04-18-2014, 09:50 AM | #16 |
creator of calibre
Posts: 43,843
Karma: 22666666
Join Date: Oct 2006
Location: Mumbai, India
Device: Various
|
The world has moved on from XML. You need to stop clinging to XML in your workflows. A serious publishing tool, as you put it, should deal with actual, real-world HTML and produce code that is tested to work in actual real world software, rather than a DTD/spec that is a guarantee of precisely nothing.

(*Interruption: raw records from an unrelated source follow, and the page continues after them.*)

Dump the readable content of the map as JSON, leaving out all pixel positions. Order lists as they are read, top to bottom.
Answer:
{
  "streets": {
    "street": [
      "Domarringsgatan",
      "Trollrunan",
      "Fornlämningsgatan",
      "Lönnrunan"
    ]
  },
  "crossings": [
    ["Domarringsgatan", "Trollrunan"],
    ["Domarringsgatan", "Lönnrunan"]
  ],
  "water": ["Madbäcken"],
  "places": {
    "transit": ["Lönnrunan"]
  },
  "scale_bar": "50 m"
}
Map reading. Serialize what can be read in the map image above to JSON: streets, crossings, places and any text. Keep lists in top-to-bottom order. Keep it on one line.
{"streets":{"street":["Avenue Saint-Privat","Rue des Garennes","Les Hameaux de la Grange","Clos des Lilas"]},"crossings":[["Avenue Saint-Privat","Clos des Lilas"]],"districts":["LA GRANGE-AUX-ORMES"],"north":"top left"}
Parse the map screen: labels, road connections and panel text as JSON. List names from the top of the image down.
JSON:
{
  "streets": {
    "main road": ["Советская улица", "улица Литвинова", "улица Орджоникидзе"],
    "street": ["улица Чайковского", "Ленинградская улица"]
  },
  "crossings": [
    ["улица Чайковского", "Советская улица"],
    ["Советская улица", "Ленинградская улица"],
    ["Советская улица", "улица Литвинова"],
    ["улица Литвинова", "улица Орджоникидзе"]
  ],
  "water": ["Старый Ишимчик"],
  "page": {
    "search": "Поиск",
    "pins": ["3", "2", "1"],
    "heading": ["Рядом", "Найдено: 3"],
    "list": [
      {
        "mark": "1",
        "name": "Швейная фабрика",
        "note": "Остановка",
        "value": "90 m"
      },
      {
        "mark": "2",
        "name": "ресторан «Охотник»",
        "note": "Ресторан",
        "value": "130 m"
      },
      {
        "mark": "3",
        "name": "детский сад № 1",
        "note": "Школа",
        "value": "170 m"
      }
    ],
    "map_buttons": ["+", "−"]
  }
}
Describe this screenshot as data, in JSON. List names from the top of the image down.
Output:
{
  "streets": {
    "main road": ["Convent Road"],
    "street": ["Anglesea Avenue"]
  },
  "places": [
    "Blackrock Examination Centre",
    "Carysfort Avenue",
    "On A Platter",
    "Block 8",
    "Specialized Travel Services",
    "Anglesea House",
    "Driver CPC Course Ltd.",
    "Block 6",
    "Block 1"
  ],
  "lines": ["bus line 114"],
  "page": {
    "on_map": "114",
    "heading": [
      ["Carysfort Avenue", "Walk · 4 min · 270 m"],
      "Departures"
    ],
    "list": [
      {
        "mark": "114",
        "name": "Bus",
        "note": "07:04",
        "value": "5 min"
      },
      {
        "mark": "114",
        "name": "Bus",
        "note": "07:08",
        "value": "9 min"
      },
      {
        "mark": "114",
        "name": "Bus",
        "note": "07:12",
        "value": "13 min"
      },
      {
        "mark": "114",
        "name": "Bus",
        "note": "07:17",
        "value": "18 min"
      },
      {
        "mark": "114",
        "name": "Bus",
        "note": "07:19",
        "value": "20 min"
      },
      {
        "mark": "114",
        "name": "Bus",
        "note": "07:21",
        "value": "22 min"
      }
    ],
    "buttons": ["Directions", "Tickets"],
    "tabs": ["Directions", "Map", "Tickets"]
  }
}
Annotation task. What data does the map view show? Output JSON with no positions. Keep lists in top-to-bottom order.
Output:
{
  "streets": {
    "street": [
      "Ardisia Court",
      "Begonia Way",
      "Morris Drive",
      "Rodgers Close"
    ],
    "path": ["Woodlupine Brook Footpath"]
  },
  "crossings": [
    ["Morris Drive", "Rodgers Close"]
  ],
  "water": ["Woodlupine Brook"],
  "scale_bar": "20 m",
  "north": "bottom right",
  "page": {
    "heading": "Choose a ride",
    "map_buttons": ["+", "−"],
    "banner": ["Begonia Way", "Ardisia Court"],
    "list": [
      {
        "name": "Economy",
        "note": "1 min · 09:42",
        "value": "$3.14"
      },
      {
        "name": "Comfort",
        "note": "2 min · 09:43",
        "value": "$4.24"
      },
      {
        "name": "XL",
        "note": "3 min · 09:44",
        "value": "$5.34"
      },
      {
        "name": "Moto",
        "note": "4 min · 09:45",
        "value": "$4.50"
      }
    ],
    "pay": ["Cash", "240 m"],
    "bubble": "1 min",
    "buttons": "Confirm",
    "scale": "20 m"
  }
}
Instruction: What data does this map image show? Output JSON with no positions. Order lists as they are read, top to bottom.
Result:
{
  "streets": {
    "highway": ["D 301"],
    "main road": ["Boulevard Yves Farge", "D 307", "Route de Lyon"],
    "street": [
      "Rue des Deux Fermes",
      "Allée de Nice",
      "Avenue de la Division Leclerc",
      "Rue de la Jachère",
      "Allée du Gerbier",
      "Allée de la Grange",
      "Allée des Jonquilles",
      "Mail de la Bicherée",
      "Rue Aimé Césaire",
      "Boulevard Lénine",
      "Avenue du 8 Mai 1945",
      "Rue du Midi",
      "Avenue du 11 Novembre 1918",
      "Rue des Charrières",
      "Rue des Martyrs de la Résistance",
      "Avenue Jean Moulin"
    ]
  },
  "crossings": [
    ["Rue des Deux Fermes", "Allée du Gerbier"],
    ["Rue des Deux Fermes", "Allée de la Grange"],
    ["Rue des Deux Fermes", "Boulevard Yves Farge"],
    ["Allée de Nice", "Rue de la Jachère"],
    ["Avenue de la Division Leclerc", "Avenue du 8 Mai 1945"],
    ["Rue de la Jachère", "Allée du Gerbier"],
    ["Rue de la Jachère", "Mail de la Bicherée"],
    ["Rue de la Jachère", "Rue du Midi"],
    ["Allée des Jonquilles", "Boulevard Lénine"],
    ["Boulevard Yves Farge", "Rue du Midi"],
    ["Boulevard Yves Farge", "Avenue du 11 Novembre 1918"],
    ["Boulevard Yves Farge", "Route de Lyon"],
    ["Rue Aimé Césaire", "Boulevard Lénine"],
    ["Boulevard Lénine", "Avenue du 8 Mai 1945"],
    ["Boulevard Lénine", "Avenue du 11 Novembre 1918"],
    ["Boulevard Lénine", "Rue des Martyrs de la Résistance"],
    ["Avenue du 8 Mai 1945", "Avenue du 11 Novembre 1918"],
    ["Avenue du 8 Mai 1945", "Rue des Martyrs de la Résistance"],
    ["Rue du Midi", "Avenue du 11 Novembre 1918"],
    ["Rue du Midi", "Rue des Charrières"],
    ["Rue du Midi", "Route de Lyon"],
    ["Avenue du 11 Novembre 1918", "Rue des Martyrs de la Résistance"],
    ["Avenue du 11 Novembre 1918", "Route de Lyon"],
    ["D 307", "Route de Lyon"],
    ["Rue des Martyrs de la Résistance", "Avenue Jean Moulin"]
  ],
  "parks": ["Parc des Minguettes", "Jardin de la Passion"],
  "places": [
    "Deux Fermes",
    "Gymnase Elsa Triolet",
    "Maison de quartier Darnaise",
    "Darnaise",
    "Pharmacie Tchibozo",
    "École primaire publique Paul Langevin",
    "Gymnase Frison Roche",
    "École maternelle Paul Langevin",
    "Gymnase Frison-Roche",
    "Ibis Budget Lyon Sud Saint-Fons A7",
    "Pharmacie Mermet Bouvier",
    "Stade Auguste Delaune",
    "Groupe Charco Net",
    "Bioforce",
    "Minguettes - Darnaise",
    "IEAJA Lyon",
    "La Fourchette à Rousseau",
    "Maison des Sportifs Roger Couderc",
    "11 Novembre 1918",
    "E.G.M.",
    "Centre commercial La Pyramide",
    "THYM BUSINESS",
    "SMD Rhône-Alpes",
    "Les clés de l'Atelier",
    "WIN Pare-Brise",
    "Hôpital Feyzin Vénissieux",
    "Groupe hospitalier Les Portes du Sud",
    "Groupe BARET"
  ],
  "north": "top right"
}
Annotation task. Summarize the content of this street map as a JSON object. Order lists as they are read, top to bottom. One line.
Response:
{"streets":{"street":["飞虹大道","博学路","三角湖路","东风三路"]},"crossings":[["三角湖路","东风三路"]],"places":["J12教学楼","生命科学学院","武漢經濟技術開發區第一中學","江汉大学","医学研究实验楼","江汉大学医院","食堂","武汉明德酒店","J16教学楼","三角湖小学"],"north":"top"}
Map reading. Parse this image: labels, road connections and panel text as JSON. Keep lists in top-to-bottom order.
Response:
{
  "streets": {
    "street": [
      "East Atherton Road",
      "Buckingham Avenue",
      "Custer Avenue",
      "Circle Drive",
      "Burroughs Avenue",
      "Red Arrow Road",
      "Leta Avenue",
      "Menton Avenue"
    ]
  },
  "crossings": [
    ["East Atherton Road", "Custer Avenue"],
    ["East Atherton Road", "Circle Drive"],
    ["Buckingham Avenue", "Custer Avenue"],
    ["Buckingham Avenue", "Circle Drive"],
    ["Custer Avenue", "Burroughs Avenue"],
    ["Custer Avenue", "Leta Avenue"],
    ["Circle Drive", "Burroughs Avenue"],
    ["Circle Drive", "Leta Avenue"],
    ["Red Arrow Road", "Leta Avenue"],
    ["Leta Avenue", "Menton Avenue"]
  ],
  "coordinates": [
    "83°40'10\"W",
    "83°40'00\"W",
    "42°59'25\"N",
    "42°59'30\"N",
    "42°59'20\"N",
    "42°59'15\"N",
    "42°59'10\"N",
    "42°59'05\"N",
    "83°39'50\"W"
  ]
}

A <u> tag is a much nicer construct than <span style="text-decoration:underline"> which is what the epub 2 spec would require here. Not only is it nicer, it actually works everywhere and has the added advantage of allowing for easy customization of styles via CSS overrides. All a user has to do is add u { text-decoration: none} to turn off underlines. Which cannot be done with the style sttribute. Sometimes you have to look beyond the spec and implement a solution that actually is superior than what t he spec recommends. |
04-18-2014, 11:17 AM | #17 |
Software Developer
Posts: 189
Karma: 89000
Join Date: Jan 2014
Location: Germany
Device: PocketBook Touch Lux 3
|
That's quite funny, it seems you don't have the faintest clue what you are talking about...XML is the universal format for structuring any kind of data which is text-based, and there are lots of powerful tools available to read and write XML files in all kinds of XML-based formats. This way, programmers don't need to write parsers over and over again, just because the technical foundation of a text-based file is some kind of custom markup syntax. Actually, the world is moving more and more towards XML-based formats, which you might even observe with XHTML and EPUB. You might recall that it started out with an even more complex syntactical foundation for structuring text-based files called SGML, from which XML developed as simplified version of it. HTML was initially intended to promote the semantic web and therefore was centered around the concepts of SGML and XML, but then crappy HTML editors and browser-specific rendering made this vision impossible, so slowly the web is recovering from this mess and aiming towards a semantically readable web again, for which EPUB can be a part of and in which content/display separation with XHTML/HTML5 + CSS play an important role in it.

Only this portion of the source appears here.